4. Don’t crowd out your button
The call-to-action button shouldn’t have to compete with too much copy. It should be very prominent on the page and steal the attention of your visitors.
Once you have your website up, visitors will flow to your site in one of three ways:
- Organic searches (e.g. Google),
- Referral traffic (most likely from yourself or from other places on the internet that link to your site, e.g. Facebook)
- Paid media (e.g. advertisements on Google or third party websites)
While having a website to guide prospective clients to will increase your perceived authority and lead to an increase in business, having a strong organic presence and profitable digital advertising strategy is what will truly grow your online business.
It’s no easy feat to get sustainable paid and organic traffic to your website.

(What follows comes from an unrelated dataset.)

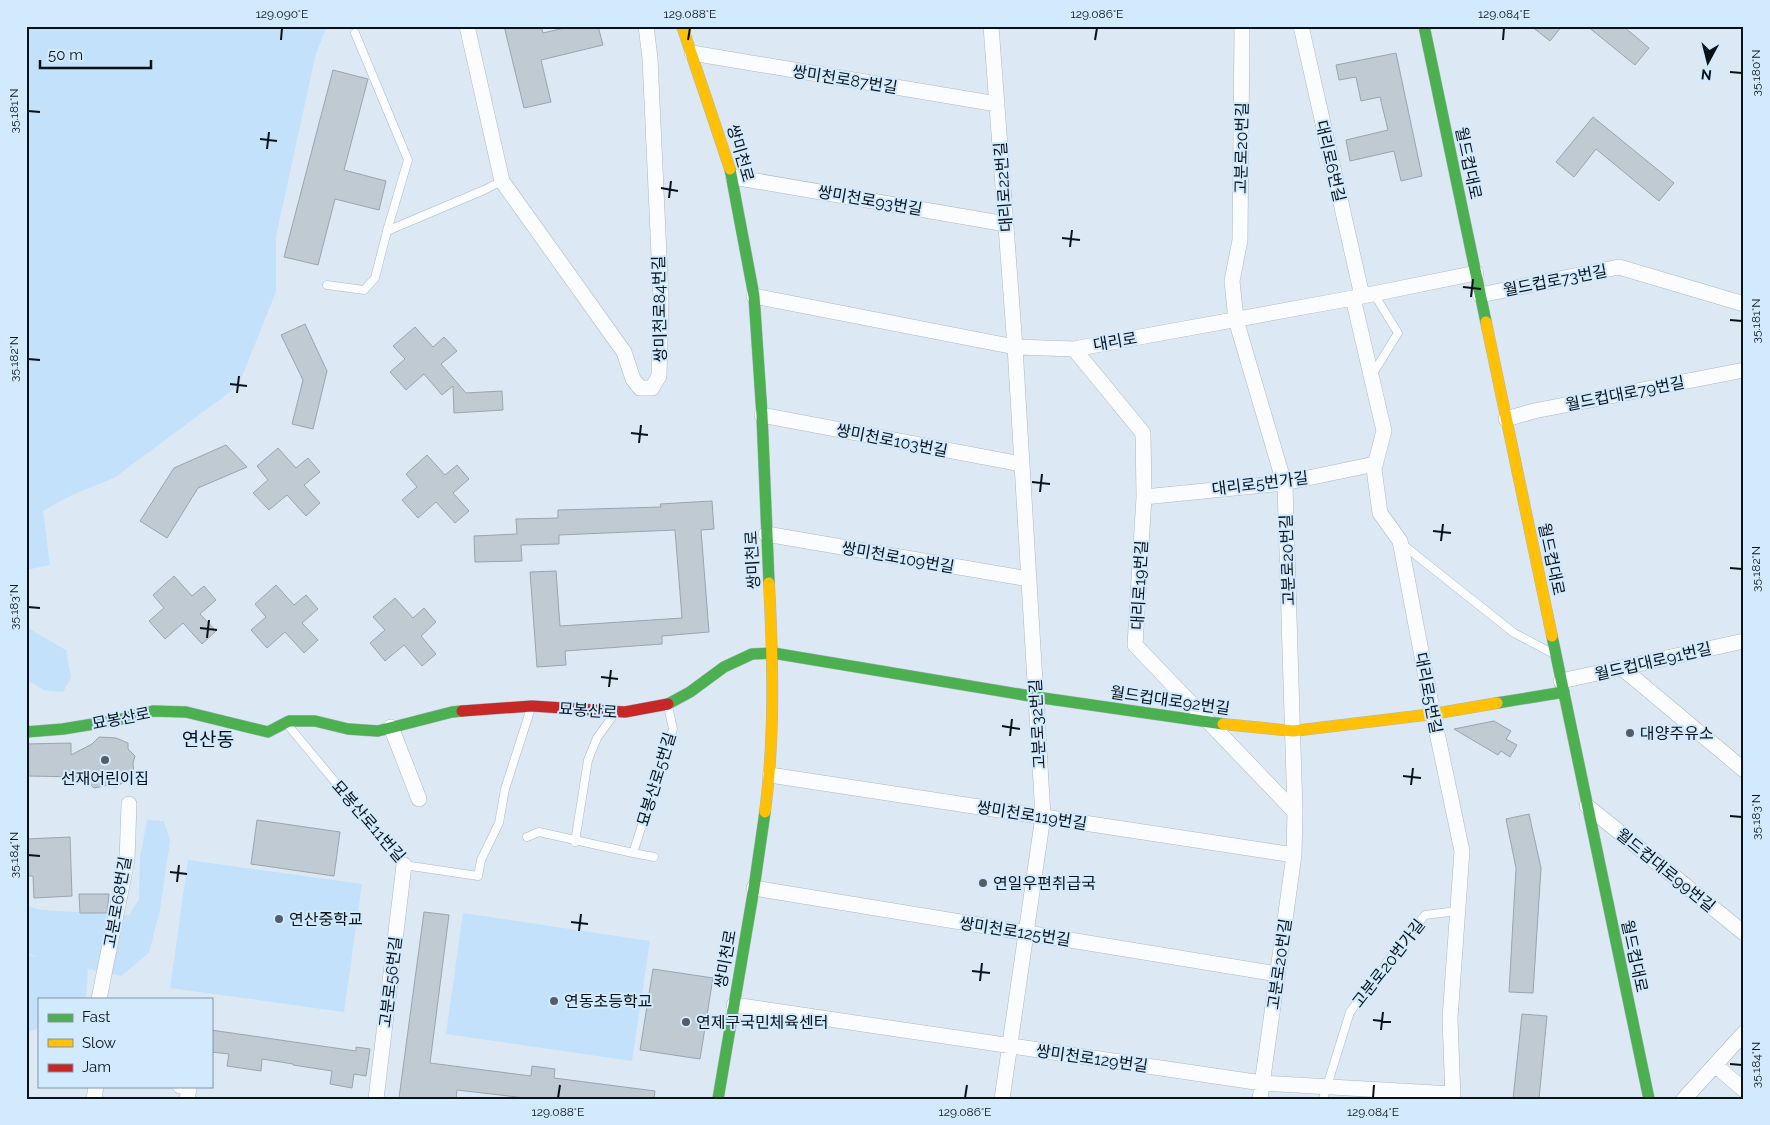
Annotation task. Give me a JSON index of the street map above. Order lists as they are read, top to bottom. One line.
{"streets":{"street":["쌍미천로87번길","고분로20번길","쌍미천로","대리로6번길","월드컵대로","대리로22번길","쌍미천로93번길","월드컵로73번길","쌍미천로84번길","대리로","월드컵대로79번길","쌍미천로103번길","대리로5번가길","쌍미천로109번길","대리로19번길","월드컵대로91번길","대리로5번길","월드컵대로92번길","묘봉산로","고분로32번길","쌍미천로119번길","월드컵대로99번길","고분로68번길","쌍미천로125번길","고분로56번길","쌍미천로129번길"],"lane":["묘봉산로5번길","묘봉산로11번길","고분로20번가길"]},"crossings":[["쌍미천로87번길","쌍미천로"],["쌍미천로87번길","대리로22번길"],["고분로20번길","대리로"],["고분로20번길","대리로5번가길"],["고분로20번길","대리로19번길"],["고분로20번길","월드컵대로92번길"],["고분로20번길","쌍미천로119번길"],["고분로20번길","쌍미천로125번길"],["고분로20번길","쌍미천로129번길"],["쌍미천로","쌍미천로93번길"],["쌍미천로","대리로"],["쌍미천로","쌍미천로103번길"],["쌍미천로","쌍미천로109번길"],["쌍미천로","월드컵대로92번길"],["쌍미천로","묘봉산로"],["쌍미천로","쌍미천로119번길"],["쌍미천로","쌍미천로125번길"],["쌍미천로","쌍미천로129번길"],["대리로6번길","대리로"],["대리로6번길","대리로5번길"],["월드컵대로","월드컵로73번길"],["월드컵대로","대리로"],["월드컵대로","월드컵대로79번길"],["월드컵대로","월드컵대로91번길"],["월드컵대로","월드컵대로92번길"],["월드컵대로","월드컵대로99번길"],["대리로22번길","쌍미천로93번길"],["대리로22번길","대리로"],["대리로22번길","고분로32번길"],["대리로","대리로19번길"],["대리로","대리로5번길"],["대리로","고분로32번길"],["쌍미천로103번길","고분로32번길"],["대리로5번가길","대리로19번길"],["대리로5번가길","대리로5번길"],["쌍미천로109번길","고분로32번길"],["대리로19번길","월드컵대로92번길"],["월드컵대로91번길","월드컵대로92번길"],["대리로5번길","월드컵대로92번길"],["대리로5번길","고분로20번가길"],["대리로5번길","쌍미천로129번길"],["월드컵대로92번길","묘봉산로"],["월드컵대로92번길","고분로32번길"],["묘봉산로","묘봉산로5번길"],["묘봉산로","묘봉산로11번길"],["고분로32번길","쌍미천로119번길"],["고분로32번길","쌍미천로125번길"],["고분로32번길","쌍미천로129번길"],["묘봉산로11번길","고분로56번길"],["고분로20번가길","쌍미천로129번길"]],"districts":["연산동"],"places":["대양주유소","선재어린이집","연일우편취급국","연산중학교","연동초등학교","연제구국민체육센터"],"legend":["Fast","Slow","Jam"],"scale_bar":"50 m","north":"bottom","coordinates":["129.090°E","129.088°E","129.086°E","129.084°E","35.180°N","35.181°N","35.182°N","35.183°N","35.184°N"]}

Having a solid, workable grasp of search engine optimization (SEO) and digital pay-per-click advertising (PPC) will allow you to influence and manipulate traffic flow to your benefit. These tools can seem daunting to the uninitiated, but fortunately for loan officers here at Total Mortgage, we have a team of in-house specialists that manage these traffic-drivers for you. With countless hours under our belt, we know what it takes to craft a winning strategy that will help your site stand above the rest.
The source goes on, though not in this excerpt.